=== Brief ===
The answer must be every line of the records below that contains the word "class".

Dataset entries
>>

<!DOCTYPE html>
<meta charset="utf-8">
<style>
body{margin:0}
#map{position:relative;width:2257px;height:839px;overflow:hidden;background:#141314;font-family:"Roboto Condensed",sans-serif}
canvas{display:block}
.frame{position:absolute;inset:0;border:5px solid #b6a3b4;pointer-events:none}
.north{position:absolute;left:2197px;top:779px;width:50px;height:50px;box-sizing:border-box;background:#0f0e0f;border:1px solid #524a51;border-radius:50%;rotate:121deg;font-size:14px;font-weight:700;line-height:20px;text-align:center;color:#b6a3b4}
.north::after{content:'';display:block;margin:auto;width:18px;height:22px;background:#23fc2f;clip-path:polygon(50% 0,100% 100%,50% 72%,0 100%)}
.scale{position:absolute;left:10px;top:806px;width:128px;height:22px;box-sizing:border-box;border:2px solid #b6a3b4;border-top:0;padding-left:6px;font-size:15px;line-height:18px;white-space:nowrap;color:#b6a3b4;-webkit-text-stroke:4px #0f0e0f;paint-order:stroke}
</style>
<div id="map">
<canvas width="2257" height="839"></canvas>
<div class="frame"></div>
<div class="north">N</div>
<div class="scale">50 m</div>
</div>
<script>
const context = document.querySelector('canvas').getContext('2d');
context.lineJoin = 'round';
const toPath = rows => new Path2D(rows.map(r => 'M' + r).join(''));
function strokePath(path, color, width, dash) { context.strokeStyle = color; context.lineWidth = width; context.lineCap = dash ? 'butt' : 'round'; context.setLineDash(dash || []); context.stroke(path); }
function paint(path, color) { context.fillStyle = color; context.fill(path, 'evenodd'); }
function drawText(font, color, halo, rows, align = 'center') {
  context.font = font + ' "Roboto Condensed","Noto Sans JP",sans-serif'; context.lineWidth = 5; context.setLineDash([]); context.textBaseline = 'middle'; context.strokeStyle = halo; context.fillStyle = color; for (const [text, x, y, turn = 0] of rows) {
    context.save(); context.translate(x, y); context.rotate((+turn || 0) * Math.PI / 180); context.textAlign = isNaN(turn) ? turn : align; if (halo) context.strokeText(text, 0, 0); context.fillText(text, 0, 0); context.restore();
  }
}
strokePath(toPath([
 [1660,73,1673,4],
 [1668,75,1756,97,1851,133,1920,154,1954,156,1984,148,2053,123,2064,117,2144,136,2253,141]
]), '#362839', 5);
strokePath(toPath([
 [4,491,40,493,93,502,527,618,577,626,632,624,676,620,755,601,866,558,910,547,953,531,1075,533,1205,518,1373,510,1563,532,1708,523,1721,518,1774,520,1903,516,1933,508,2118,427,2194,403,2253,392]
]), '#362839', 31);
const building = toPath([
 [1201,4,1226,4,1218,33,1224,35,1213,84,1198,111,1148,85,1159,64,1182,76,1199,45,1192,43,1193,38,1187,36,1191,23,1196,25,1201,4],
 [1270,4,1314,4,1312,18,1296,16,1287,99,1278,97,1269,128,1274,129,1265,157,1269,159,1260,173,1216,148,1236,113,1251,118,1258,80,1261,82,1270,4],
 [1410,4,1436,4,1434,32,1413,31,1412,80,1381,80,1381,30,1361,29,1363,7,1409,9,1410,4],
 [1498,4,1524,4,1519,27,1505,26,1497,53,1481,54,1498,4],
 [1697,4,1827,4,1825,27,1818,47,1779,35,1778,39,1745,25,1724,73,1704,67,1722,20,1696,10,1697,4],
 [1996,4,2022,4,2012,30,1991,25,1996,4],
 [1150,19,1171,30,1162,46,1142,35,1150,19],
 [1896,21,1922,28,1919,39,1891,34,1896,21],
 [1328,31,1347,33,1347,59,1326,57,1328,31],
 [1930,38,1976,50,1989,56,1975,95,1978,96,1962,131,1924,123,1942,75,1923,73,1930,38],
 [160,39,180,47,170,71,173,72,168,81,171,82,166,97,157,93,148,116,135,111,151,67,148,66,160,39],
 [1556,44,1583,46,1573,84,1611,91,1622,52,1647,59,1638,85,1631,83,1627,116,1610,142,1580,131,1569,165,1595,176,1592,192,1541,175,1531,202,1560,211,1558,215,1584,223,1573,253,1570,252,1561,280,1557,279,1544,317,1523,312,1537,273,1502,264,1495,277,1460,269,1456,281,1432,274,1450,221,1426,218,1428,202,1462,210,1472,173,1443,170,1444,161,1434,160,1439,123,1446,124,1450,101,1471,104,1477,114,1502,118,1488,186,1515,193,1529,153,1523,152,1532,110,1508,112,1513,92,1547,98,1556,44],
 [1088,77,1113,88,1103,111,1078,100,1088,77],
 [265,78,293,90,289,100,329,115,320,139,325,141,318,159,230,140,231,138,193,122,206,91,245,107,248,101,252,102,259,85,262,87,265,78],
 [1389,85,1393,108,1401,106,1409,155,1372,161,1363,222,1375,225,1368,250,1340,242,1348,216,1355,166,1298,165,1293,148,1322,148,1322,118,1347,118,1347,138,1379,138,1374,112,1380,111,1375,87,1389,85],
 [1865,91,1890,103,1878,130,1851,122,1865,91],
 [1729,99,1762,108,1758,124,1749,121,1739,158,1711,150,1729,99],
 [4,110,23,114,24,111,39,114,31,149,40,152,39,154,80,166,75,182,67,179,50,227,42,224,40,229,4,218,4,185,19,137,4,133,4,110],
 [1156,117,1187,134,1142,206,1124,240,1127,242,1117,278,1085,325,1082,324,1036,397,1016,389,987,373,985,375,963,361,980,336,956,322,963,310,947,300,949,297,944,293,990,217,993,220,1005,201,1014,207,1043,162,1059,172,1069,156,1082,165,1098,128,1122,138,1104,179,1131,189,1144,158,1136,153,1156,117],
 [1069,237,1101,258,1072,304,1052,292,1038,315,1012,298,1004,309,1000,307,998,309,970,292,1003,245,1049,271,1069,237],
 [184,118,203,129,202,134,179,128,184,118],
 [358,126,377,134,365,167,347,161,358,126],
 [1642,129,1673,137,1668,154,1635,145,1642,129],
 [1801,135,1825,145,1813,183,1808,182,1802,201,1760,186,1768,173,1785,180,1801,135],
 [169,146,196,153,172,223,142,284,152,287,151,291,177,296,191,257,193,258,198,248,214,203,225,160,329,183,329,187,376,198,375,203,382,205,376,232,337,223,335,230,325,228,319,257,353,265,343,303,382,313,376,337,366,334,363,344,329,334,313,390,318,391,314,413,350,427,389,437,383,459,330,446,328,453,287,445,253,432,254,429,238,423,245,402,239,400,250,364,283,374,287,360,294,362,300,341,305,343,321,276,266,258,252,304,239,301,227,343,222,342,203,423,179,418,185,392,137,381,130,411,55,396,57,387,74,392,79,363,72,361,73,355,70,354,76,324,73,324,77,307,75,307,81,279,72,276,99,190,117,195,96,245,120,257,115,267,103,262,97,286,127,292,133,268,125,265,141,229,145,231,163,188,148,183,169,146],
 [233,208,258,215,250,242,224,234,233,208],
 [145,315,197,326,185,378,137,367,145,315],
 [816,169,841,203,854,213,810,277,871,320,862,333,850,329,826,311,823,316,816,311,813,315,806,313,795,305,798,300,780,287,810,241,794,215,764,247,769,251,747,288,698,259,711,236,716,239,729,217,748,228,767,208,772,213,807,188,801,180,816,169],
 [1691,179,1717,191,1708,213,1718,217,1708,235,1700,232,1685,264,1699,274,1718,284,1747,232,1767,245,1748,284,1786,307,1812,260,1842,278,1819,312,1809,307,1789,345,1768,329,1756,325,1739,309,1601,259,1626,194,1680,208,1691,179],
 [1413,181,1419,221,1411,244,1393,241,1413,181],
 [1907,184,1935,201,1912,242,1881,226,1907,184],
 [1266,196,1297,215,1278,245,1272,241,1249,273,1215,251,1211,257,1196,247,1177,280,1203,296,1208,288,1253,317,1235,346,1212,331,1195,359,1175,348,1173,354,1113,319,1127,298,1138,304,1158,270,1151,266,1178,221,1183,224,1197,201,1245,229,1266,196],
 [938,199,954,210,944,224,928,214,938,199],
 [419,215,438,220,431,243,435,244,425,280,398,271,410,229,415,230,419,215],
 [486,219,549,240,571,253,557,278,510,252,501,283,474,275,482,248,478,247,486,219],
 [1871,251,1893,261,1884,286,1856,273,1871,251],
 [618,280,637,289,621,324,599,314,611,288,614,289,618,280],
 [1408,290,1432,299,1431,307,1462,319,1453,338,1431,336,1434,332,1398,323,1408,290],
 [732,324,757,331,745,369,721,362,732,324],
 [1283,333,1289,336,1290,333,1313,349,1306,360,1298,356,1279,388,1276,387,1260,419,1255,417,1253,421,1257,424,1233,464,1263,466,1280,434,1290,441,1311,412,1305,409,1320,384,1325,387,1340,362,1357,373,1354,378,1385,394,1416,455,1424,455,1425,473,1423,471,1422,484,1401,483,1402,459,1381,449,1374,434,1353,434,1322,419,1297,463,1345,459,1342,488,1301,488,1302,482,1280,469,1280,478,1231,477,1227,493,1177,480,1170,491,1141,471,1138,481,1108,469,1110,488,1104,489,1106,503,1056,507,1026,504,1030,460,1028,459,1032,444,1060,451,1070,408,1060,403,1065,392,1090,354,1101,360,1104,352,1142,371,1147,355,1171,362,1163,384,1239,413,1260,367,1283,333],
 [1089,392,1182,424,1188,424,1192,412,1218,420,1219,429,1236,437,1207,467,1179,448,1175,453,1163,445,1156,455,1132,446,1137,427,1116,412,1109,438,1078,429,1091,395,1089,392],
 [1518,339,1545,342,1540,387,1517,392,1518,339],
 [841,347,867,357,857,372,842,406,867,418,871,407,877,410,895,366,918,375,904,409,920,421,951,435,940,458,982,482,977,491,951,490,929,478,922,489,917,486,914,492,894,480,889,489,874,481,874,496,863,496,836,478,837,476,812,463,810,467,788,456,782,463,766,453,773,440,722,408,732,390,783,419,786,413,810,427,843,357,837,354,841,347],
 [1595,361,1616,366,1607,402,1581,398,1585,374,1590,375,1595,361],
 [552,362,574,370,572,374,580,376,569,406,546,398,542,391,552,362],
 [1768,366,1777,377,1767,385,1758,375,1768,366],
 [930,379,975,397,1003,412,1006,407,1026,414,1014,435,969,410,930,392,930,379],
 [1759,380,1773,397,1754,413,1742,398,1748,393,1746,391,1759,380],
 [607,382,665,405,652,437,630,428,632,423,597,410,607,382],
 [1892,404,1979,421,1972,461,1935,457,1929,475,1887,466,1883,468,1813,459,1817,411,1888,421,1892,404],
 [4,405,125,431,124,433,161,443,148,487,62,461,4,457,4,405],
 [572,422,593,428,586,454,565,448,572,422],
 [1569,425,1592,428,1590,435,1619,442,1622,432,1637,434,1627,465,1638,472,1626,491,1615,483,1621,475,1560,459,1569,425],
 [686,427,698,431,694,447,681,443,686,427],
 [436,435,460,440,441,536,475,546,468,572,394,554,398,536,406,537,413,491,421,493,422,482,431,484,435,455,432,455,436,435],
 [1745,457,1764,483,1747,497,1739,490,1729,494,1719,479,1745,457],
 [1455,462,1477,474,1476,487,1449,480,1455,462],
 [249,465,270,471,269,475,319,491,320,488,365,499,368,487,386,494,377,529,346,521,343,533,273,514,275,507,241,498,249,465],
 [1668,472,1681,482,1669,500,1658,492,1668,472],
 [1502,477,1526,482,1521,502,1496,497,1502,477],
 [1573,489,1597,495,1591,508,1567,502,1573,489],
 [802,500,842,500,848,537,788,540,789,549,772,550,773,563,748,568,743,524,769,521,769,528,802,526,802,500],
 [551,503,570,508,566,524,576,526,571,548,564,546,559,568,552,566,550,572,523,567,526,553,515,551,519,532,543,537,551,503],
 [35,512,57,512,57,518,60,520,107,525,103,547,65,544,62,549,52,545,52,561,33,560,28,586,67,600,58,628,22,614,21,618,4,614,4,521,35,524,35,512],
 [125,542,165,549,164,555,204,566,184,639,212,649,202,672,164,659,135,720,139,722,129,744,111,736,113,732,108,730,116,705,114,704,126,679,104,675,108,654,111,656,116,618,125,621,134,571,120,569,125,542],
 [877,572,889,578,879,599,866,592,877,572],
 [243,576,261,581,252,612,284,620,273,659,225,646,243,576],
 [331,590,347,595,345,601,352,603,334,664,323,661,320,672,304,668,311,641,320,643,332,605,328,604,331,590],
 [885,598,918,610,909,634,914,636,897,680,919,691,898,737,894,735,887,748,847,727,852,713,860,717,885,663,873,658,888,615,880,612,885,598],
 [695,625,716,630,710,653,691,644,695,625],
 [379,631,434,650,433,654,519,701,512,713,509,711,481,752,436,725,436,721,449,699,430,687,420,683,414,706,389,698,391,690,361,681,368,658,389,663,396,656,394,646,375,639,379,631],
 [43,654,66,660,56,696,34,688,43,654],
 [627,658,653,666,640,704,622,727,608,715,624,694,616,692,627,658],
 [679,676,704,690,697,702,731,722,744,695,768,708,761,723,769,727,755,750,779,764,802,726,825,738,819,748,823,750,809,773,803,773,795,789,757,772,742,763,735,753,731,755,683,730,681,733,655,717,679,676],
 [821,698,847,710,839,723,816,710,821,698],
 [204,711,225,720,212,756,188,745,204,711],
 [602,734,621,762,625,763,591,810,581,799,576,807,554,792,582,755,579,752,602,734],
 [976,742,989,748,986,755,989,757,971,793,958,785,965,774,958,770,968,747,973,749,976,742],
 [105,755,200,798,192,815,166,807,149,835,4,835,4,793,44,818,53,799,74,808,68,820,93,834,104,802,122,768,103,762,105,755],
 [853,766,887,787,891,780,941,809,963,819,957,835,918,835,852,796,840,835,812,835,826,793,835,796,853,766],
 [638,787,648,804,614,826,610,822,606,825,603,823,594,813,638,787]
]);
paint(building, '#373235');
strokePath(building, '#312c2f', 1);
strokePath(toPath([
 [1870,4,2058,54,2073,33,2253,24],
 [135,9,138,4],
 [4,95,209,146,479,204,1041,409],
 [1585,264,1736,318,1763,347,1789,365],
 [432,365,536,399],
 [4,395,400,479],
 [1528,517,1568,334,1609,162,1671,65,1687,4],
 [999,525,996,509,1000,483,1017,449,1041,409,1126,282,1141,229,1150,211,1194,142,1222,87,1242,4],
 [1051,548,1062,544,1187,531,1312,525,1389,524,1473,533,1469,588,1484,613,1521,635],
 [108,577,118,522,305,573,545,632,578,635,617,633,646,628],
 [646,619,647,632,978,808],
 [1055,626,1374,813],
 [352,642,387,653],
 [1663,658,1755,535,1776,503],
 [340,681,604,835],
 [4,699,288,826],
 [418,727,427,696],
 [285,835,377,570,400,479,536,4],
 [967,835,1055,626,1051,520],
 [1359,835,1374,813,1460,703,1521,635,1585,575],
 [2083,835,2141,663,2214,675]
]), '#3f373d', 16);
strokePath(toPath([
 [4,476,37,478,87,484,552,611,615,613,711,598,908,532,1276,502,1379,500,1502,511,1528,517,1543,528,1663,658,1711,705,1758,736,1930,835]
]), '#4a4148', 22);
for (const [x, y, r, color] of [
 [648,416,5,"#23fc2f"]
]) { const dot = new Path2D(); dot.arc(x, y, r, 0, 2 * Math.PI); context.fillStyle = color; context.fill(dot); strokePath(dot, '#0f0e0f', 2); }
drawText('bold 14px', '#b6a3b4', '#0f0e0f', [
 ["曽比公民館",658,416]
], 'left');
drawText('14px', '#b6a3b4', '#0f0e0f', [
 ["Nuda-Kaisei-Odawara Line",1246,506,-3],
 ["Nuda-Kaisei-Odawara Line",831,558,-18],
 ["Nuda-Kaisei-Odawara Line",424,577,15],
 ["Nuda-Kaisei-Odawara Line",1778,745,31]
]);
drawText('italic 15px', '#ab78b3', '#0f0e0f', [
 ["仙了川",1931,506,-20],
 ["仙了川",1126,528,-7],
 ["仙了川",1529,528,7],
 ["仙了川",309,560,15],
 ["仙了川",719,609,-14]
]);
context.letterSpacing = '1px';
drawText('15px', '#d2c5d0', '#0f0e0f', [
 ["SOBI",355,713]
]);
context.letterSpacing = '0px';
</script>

<<

=== Task result ===
<div class="frame"></div>
<div class="north">N</div>
<div class="scale">50 m</div>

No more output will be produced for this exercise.